Honey stared at him for a few seconds, blinking slowly. Then she slouched down in her chair, moaning lightly.

“Ugh, you are going to bite me.”

“What? No! I just said-”

“You just said a total lie! Everyone knows those blood bags don’t do shit. Something about how they’ve been processed, or, fuck, I don’t know, the blood has been out of the body for too long. A vampire drinking those things is like a bunny rabbit eating iceberg lettuce. Sure, they get a full belly, but eventually they’ll starve to death.”

Shit.

“Fine. I lied. I thought that would sound better. The truth is…I go after animals. Whatever I can-”

Honey lifted her hand into a thumbs down and made a wet raspberry noise.

Please stop. We both know if you were drinking animal blood regularly you’d be completely bugfuck by now. I once knew a vampire who thought if he actually drank bat blood he’d get to fly. He started speaking in German – a language he did not know, by the way – and then tossed himself off a fifty story building. They were scraping him off the pavement for hours and he was still blathering in fake-German.”

She took a swig of her beer and put the bottle back on the table a little too harshly. Inside the beer foamed and ran up and down the side.

She’s not using a coaster.

“Fresh human blood from a human. A living human. That’s the only way a vampire can sustain. Maybe you can drain ‘em and stick the blood in jars, but that only lasts for so long. Days, maybe a week.”

She shouldn’t know all this! Much less be talking about it like we’re going over old recipes!

“So, tell me how you’re getting blood, or I’m going to continue to believe you’re just lying to me about being free and any second now you’re going to freak out and stick your fangs in my neck.”

“Bad people!” he spat out.

Honey crossed her arms in front of her. “Bad people?”

“When I show up in a city I do a little legwork and find the people who should have been in prison a long time ago but keep getting away with whatever they’re doing.
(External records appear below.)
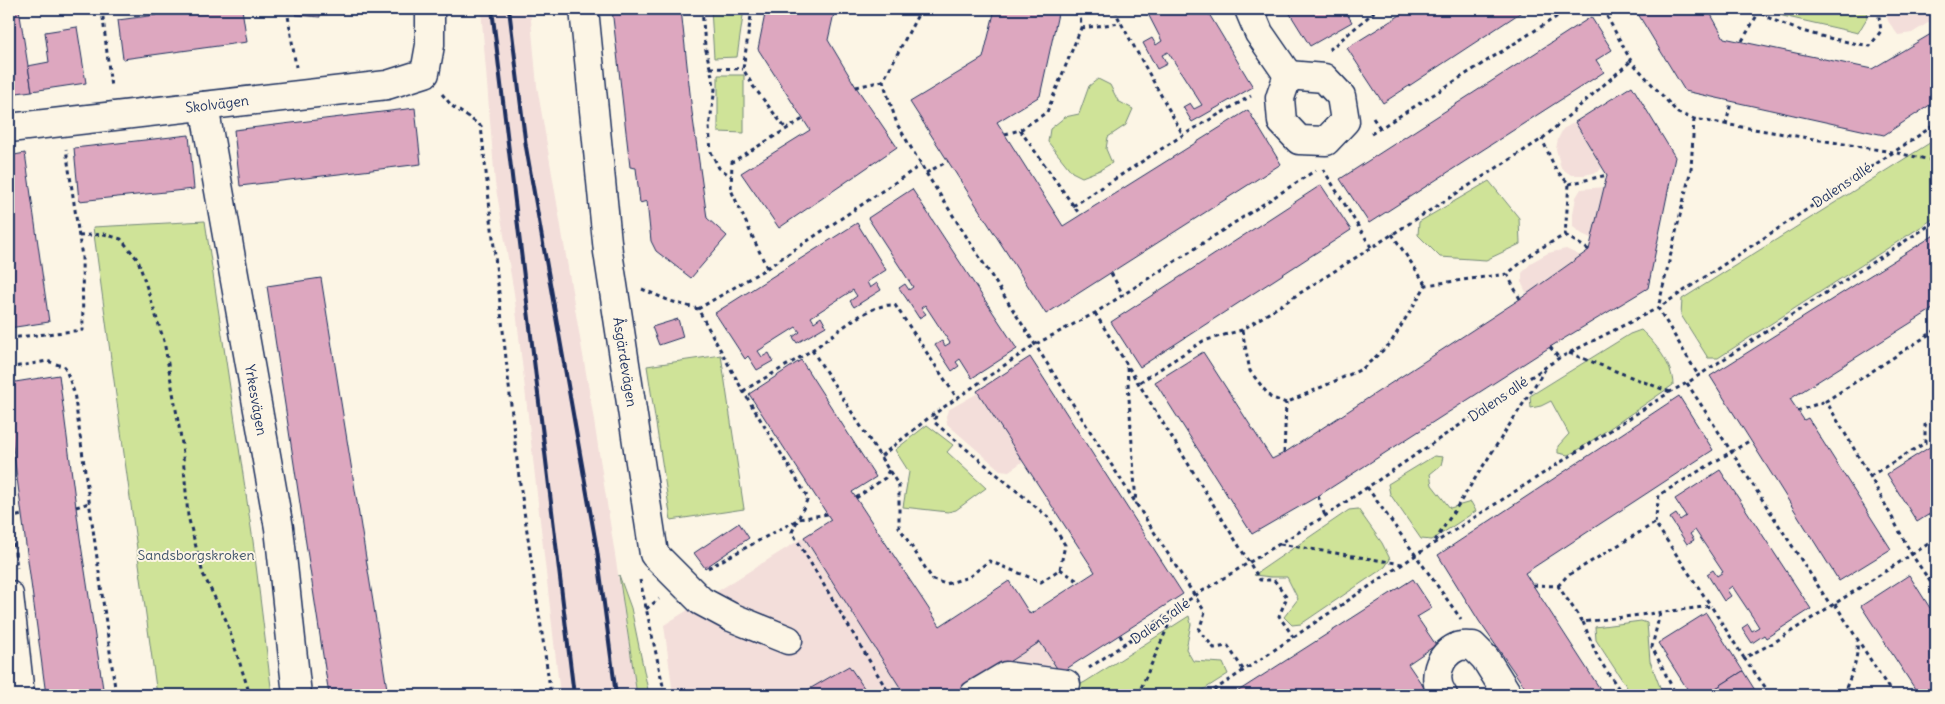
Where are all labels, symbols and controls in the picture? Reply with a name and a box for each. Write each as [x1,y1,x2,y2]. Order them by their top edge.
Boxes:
street label: Skolvägen [184,91,250,117]
street label: Dalens allé [1809,158,1875,212]
street label: Åsgärdevägen [609,316,641,408]
street label: Yrkesvägen [241,363,271,437]
street label: Dalens allé [1465,372,1531,426]
park label: Sandsborgskroken [137,546,255,564]
street label: Dalens allé [1127,594,1193,648]

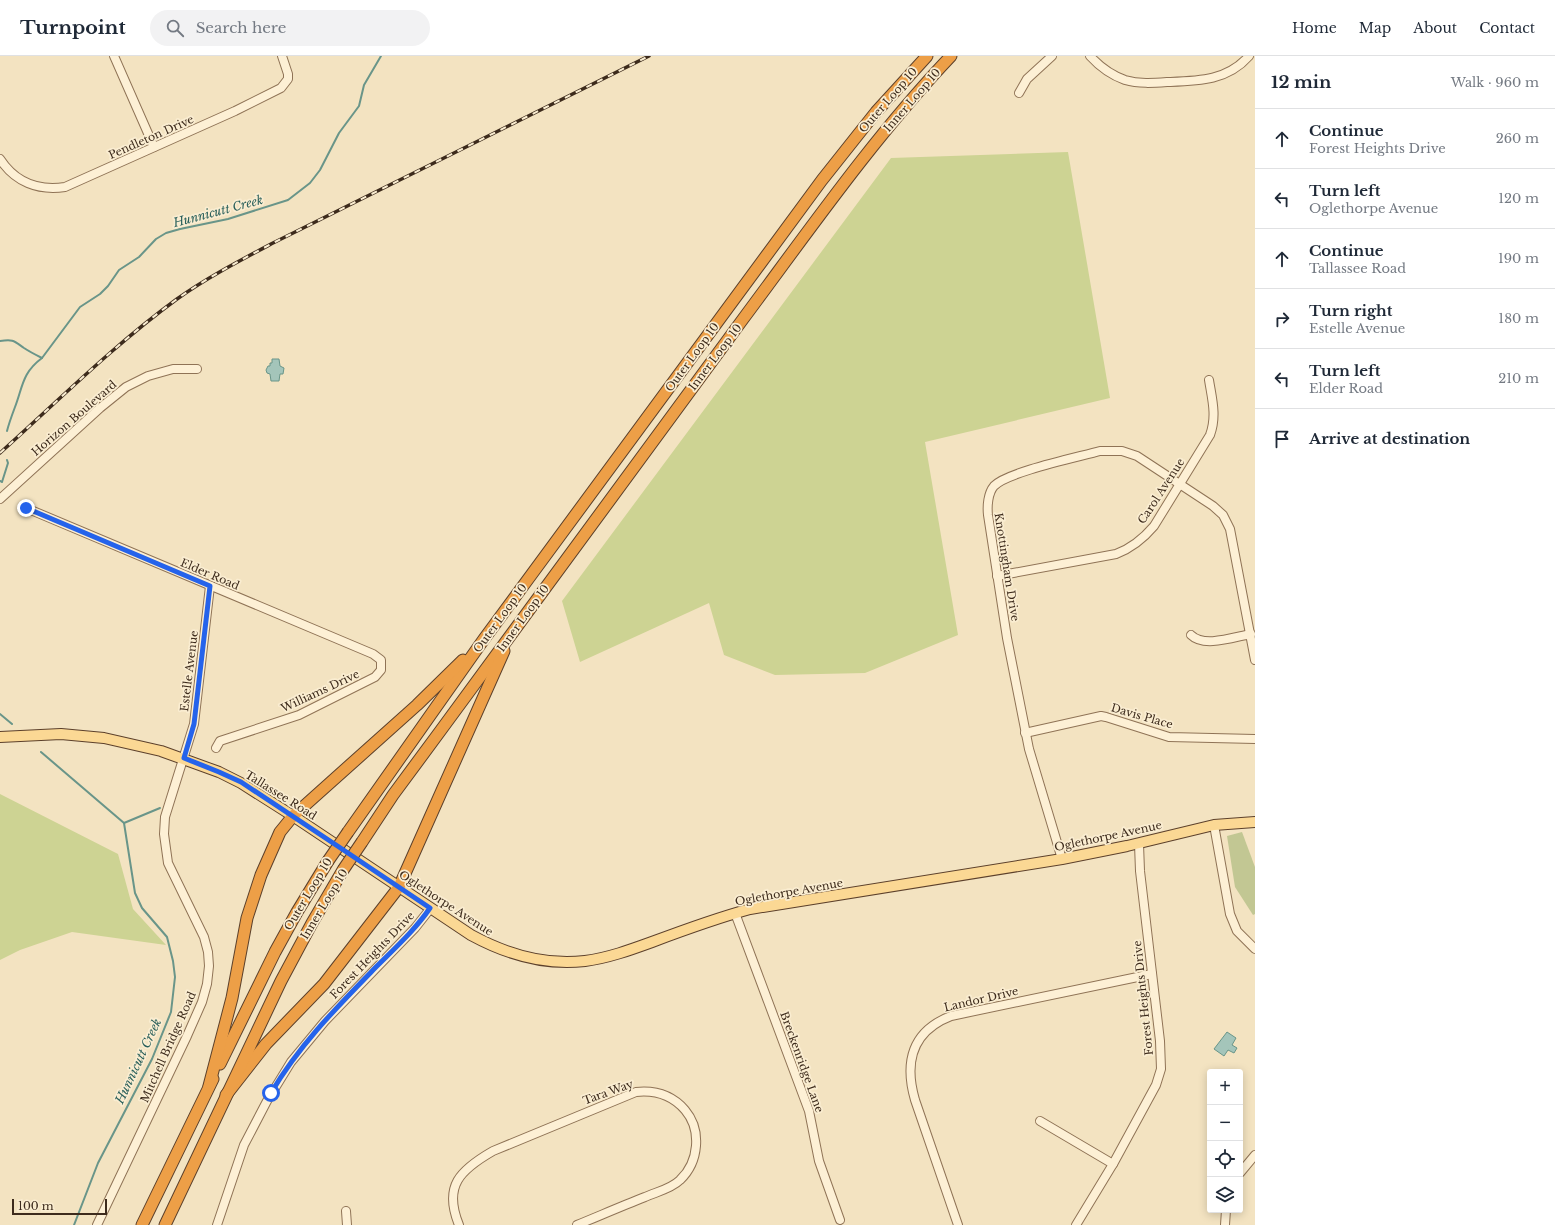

Organized crime, abusers, people who prey on kids, the odd serial killer. Those are the people I go for. And then, yeah, I attack them and rip their neck open and drink their blood until they’re dead, except for the blood I save for the nights in between. Is that what you want to hear?”

Yes,” Honey said, fanning herself. “Honestly that is such a relief to hear.”

“What.”

“You’re a vigilante type, why didn’t you just say that in the beginning?”

“Because…of the part…where I’m actively killing people?”

Honey made a face and waved her hands in the air. “Oh, no, you’re killing people, I’ve never heard of that concept before. Get out of here with that. And you’re killing bad people? Like, shit, why do I care then?”

Shaun opened his mouth but it turned out he didn’t know what to say. Closed it. Opened it again.

“Has anyone ever told you you’re very damaged.”

“All the time.”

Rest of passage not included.